WORK ORDER:
Report each line from the data below that holds the word "Κανάρη".

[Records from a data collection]
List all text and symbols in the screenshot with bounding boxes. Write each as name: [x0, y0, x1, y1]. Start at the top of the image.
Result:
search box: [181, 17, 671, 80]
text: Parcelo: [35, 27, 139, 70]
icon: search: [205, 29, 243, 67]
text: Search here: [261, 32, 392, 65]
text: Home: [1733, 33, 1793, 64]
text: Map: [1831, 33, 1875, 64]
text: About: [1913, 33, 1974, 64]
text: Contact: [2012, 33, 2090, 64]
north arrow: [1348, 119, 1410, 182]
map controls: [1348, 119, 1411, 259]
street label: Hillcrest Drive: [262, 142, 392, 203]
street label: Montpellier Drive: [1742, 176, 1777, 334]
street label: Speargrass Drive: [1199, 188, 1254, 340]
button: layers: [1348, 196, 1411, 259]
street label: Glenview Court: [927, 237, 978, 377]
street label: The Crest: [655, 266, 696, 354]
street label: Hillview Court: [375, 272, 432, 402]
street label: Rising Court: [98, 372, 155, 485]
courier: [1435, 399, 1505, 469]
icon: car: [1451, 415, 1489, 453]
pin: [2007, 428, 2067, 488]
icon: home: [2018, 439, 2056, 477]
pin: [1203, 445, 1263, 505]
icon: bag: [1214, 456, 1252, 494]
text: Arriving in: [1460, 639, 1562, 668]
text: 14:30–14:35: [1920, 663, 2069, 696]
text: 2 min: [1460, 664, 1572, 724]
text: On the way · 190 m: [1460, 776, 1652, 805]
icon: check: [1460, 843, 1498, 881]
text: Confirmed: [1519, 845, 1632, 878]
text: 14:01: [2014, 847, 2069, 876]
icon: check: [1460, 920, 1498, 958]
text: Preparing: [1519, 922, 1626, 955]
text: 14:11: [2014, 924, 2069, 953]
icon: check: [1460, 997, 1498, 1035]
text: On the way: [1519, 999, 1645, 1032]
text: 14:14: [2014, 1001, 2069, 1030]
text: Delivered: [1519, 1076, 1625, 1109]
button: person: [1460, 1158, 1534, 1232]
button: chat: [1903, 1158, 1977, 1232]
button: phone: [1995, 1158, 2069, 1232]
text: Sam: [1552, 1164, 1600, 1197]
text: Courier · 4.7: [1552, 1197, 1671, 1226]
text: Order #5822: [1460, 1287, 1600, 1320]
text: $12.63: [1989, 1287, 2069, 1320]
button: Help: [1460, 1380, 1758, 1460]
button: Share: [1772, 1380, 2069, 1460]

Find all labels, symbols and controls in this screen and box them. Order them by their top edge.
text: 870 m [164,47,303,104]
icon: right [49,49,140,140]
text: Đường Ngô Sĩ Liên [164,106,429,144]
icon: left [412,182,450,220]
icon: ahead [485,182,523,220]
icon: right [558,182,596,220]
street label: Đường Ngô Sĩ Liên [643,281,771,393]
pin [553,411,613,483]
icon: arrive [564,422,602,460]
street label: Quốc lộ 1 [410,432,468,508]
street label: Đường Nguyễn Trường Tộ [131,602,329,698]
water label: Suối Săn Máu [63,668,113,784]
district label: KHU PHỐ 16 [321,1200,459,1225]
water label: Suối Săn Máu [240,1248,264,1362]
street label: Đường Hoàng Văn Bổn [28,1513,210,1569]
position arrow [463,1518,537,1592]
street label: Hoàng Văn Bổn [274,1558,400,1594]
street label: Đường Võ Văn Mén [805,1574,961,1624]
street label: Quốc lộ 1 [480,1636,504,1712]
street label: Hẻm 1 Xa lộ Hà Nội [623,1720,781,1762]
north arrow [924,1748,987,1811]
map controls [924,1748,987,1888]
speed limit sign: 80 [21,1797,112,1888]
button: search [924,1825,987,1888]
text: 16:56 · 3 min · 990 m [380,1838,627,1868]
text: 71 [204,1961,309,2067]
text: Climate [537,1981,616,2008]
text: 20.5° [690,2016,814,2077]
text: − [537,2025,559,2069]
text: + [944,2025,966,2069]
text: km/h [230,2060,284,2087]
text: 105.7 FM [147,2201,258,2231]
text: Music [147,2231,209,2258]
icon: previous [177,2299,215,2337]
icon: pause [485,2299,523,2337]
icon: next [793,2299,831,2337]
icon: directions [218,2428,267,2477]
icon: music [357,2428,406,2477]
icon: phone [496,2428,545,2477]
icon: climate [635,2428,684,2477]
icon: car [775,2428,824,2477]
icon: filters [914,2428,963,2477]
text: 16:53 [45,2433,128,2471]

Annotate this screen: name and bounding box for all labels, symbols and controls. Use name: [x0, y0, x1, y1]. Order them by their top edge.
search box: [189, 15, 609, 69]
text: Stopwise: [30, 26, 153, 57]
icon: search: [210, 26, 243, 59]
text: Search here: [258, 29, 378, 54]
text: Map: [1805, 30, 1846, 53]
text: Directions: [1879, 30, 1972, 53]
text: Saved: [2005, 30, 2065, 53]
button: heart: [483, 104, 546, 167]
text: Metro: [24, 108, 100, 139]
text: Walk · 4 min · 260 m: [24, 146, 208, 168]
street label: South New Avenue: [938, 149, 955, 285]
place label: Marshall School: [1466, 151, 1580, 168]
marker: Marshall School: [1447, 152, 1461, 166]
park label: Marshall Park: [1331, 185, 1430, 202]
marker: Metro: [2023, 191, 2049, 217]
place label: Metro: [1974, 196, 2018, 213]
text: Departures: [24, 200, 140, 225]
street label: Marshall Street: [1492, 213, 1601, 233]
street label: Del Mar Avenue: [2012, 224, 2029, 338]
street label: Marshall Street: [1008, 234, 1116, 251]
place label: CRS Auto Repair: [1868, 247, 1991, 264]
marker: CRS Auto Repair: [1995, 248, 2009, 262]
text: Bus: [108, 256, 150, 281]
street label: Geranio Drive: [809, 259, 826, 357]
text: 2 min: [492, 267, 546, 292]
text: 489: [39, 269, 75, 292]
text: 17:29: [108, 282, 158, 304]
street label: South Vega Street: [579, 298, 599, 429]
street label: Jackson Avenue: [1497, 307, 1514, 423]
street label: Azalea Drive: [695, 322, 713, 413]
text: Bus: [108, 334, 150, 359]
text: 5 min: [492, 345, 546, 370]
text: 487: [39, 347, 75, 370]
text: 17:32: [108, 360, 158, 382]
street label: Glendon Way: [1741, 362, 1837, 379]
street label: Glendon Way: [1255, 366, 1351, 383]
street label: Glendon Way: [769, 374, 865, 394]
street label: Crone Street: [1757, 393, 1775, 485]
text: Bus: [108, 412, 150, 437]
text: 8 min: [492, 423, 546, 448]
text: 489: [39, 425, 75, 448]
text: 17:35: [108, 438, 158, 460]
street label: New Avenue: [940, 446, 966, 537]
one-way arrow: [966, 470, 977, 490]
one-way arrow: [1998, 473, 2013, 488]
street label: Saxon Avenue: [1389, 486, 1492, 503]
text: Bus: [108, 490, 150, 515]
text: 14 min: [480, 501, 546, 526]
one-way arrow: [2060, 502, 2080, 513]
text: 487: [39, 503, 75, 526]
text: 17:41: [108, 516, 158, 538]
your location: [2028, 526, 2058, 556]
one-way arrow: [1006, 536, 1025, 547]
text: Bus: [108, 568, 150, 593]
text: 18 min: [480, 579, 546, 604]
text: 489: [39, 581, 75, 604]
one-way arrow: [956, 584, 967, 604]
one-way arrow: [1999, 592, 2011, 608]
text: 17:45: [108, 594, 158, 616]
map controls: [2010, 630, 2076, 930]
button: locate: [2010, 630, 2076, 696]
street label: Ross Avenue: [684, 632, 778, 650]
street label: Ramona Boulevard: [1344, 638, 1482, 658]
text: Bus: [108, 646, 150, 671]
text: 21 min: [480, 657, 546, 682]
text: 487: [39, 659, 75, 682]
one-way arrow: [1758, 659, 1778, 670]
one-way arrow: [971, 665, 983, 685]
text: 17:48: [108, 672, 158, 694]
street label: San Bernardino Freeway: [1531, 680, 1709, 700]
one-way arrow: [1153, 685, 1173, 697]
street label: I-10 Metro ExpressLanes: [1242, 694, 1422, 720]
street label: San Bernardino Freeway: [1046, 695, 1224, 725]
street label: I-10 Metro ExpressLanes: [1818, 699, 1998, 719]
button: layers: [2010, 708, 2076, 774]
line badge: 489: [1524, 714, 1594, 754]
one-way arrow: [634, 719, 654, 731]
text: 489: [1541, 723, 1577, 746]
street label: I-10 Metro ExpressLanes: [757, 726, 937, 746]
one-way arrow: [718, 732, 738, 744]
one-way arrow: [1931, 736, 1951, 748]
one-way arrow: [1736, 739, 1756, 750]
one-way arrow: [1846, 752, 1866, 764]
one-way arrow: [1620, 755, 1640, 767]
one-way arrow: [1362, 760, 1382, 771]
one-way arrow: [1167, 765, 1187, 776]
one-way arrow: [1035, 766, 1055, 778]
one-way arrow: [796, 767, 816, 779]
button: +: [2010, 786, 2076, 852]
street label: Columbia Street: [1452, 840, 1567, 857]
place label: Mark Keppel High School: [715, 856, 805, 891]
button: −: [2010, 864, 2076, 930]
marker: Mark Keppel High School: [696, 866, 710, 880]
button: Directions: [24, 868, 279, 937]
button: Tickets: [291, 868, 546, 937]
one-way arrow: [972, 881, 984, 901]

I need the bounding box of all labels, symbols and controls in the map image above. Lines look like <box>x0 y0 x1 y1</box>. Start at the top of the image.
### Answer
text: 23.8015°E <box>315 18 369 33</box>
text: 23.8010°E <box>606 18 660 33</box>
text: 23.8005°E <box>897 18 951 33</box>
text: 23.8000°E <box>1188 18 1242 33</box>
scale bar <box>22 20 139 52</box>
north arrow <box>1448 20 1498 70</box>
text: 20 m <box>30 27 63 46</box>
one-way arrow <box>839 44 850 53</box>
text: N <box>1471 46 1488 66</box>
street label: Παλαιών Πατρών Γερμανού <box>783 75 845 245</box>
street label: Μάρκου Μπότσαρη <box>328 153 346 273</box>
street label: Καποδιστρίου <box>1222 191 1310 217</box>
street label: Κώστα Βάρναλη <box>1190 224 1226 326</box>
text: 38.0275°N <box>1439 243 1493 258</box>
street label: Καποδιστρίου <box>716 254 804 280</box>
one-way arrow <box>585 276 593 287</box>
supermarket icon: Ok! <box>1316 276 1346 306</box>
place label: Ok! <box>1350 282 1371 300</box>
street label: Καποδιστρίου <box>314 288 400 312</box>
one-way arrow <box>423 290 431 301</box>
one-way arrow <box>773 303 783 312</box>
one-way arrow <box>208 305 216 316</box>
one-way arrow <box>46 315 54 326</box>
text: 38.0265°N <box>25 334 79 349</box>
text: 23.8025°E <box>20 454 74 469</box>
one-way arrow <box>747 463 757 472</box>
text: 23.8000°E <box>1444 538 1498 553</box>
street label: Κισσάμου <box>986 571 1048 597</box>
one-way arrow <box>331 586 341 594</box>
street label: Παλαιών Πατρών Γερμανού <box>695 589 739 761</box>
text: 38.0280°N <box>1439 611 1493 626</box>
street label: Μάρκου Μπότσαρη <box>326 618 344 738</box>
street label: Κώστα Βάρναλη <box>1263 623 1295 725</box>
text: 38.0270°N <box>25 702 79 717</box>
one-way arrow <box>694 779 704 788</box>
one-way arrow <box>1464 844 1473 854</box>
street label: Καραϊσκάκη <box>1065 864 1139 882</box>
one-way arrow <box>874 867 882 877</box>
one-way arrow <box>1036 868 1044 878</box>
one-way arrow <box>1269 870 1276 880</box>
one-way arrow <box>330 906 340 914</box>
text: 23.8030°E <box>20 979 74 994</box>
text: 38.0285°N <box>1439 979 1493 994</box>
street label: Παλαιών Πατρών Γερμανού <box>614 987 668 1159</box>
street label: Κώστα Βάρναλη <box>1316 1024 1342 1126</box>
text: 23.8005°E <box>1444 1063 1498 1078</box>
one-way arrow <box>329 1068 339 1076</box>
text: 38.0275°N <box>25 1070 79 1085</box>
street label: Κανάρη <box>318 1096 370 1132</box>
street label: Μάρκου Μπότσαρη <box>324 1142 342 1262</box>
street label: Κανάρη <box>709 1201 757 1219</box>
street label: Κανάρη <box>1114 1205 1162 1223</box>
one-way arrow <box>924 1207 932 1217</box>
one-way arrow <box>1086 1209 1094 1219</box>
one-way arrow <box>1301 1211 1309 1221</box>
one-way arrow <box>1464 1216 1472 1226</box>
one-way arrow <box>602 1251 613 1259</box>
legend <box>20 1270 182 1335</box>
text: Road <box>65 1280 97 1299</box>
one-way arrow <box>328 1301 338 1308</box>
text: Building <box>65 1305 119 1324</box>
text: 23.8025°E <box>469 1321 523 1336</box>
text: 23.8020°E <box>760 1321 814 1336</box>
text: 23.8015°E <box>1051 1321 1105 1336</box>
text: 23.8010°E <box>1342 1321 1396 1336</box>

WRITTEN SOLUTION:
street label: Κανάρη <box>318 1096 370 1132</box>
street label: Κανάρη <box>709 1201 757 1219</box>
street label: Κανάρη <box>1114 1205 1162 1223</box>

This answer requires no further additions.